The Wealth Around Us

One of the things that really kicked off ExploreCT for me was that as I tried to find more places to hike, instead of having to travel further, more kept turning up nearby. At first, I was only aware of local state parks and a couple of nearby town parks. Then I was introduced to Joshua’s Trust and later realized the power of the blue-blaze trails. As I continued to look, the number of trails nearby to… well anywhere, seemed to be applicable across the entire state. The goal of this post is to show what can turn up with a little looking.

Let’s dig in a bit:

My hometown is Chaplin, CT located in the quiet corner of the state and it’s the area with which I’m most familiar. It is also the area where I can be most sure I’ve mapped nearly every hikeable location. The first map shows how far you can drive in 30 minutes from the center of Chaplin. It covers an area of approximately 500 square miles.

First, let’s figure out how many places there are to hike just within this area. Overlaying that drive radius onto the ExploreCT map gets the rough approximation below. I started by trying to count all the markers within the rough range of the overlay. After a couple of attempts I consistently came up with 121, but I couldn’t shake that I had missed more than a few.

So next I decided to spend a couple of days building a spreadsheet that calculates the drive time instead of eye-balling it. Which included inputting each location, writing a formula to calculate the drive time, and rounding it out with some extra data.

Check out the full sheet at: https://docs.google.com/spreadsheets/d/1vzEV4_l8JgLC3wTyuYSO0CqNHAQTMh8y9SIMXdMr3I/

As it turns out there are 144 areas!

That’s access to 5 entire blue blaze trails, 46 land trust properties, 23 state parks (forests, WMAs, etc), 62 town parks, and 8 others. If you’re willing to add a few more minutes there are easily another 25 as well.

Within all those properties are 480 miles of trail. Four hundred and Eighty!

Now to be fair I did include the full length of trails like the blue blaze Shenipsit and the Airline and Hop River Linear Trails because you could go as far as you wanted on any of them. So just for a sense of completeness and to appease any sticklers, if you reduce any trail above ten miles down to reasonable day hike, say five miles, we still end up with 325 miles.

That’s hundreds of miles of trail through thousands of acres of forest, rolling hills, and river valleys. Past glacial erratics and stonewalls, rocky ledges and mossy riverbanks. A dozen waterfalls and just as many overlooks. Sites of native american lore and colonial history. Areas preserved for their headwaters or scenic beauty or ownership by prominent families.

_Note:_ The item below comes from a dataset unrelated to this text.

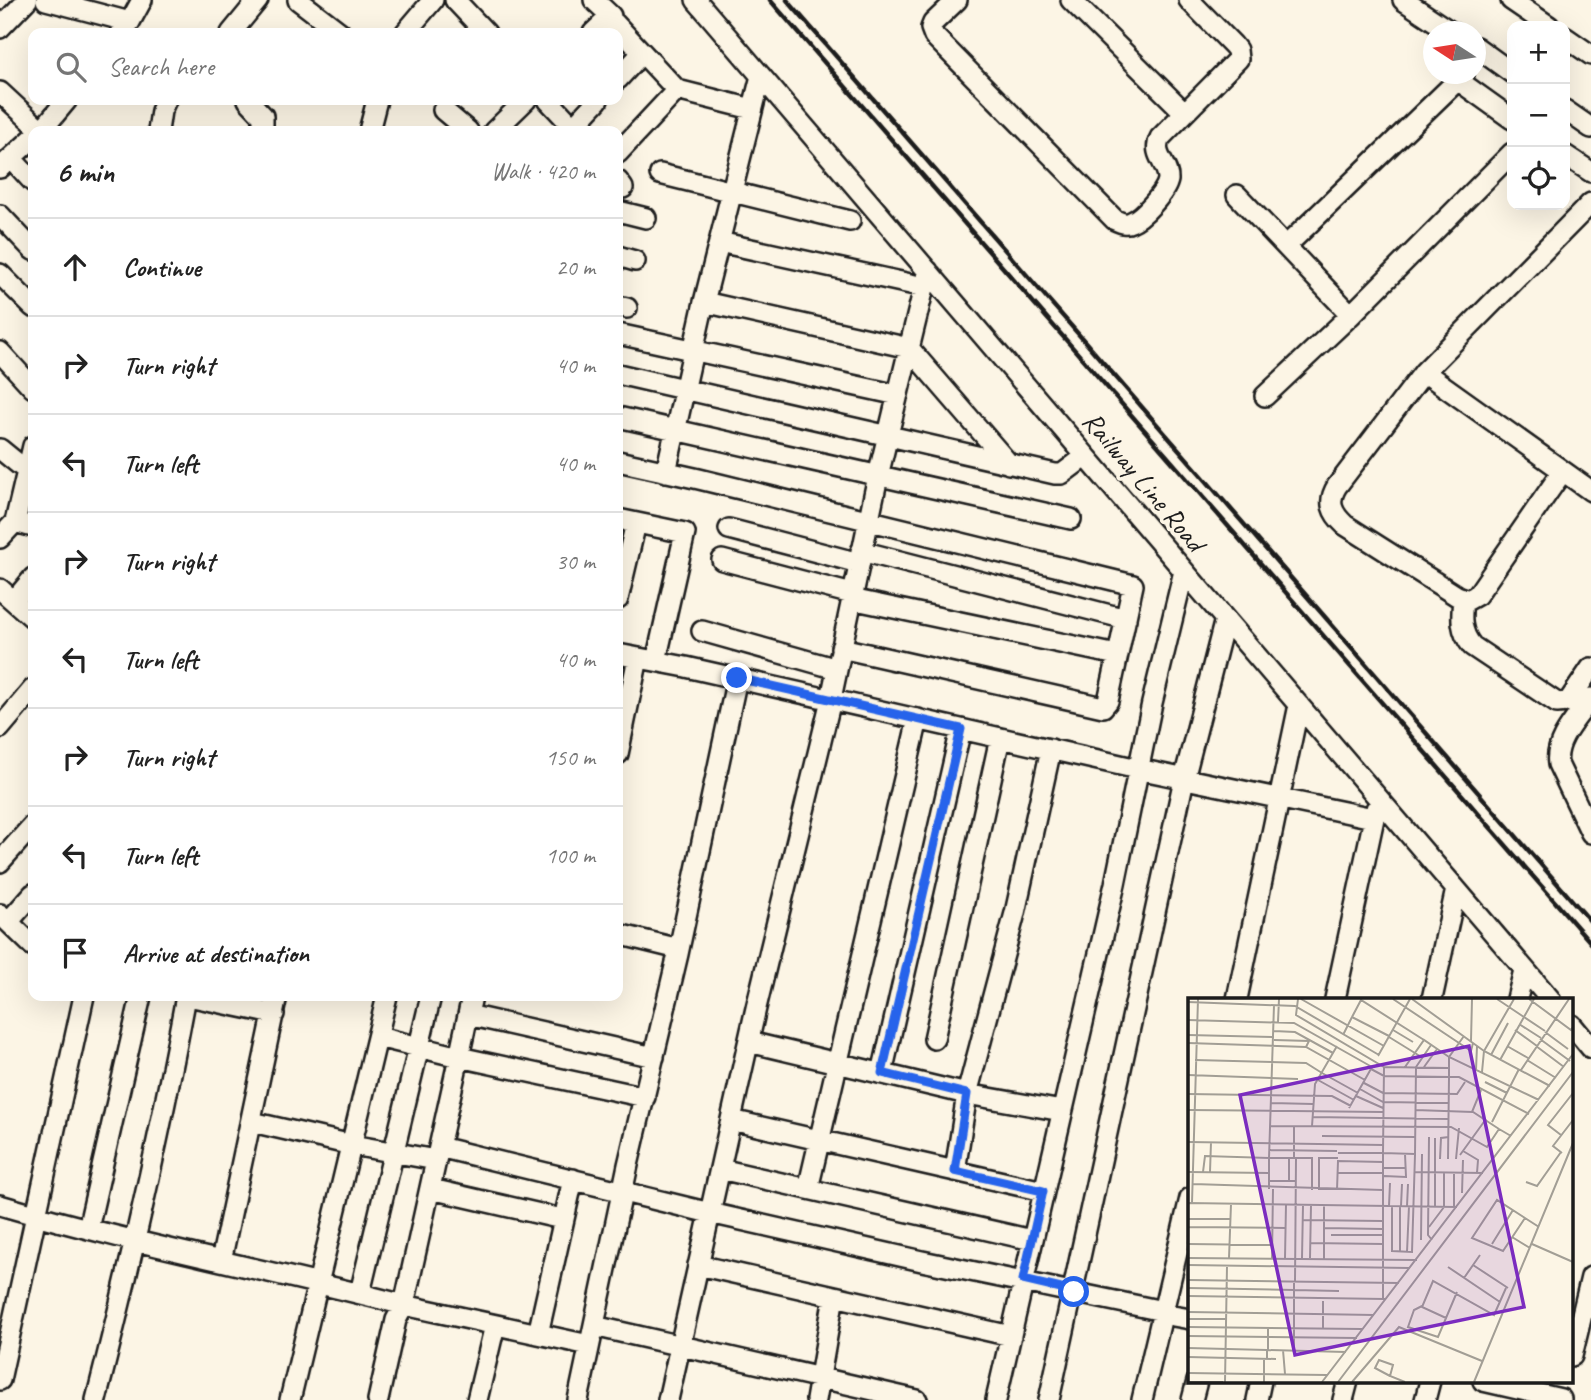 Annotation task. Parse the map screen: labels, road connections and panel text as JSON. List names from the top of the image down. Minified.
{"streets":{"street":["Railway Line Road"]},"north":"left","page":{"map_buttons":["+","−"],"search":"Search here","heading":["6 min","Walk · 420 m"],"list":[["Continue","20 m"],["Turn right","40 m"],["Turn left","40 m"],["Turn right","30 m"],["Turn left","40 m"],["Turn right","150 m"],["Turn left","100 m"],"Arrive at destination"]}}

Hiking may be a narrow band of life between family, work, and the to-do list. It can be a nice outdoorsy activity on a sunny weekend afternoon. However, when you dig in and lay it all out in this way, it shows this band isn’t so narrow at all. In fact, it’s more like a rich vein offering a wealth of opportunity. Now get out and explore!

Recent Adventures

The past months have been slow but steady adventuring.  The highlights:

I paddled out to the island on Mono Pond to see if claims of a cave were true.  I found secret campsites and an abandoned building in Mansfield Hollow.  Played disc golf and explored the unused trails at Cross Farms.  Checked out the reopened Sleeping Giant to see the recovery from storm damage. Hiked and filmed 32 miles with Mat Jobin from Reach Your Summit for CT Trails Day 2019 (movie on my YouTube channel).  

Site Updates

I ran into my first real obstacle in a while with this website.  The main map is only capable of displaying the 200 most recent locations I’ve added.  Currently, this caps my vision of the map as being able to zoom into any spot in Connecticut and see all the hiking nearby.  As a silver lining result, I’ve spent a good amount of time improving/working on the tag system for the site.  This means that all properties can be narrowed by county (New LondonWindham, etc), town (Mansfield, insert your town here), activity (hiking, boating, disc golf), feature (waterfall, overlook, history), by blue-blaze (Nipmuck, Shenipsit), rating (★★★★★, ★★), and more.  Tags are located near the bottom above the “related listings” feature.  I’m well aware most users don’t interact with the site this deeply, but it lays the groundwork for that ‘Where to Start’ page I’m perpetually working on.  So play around with the tags and let me know what you think!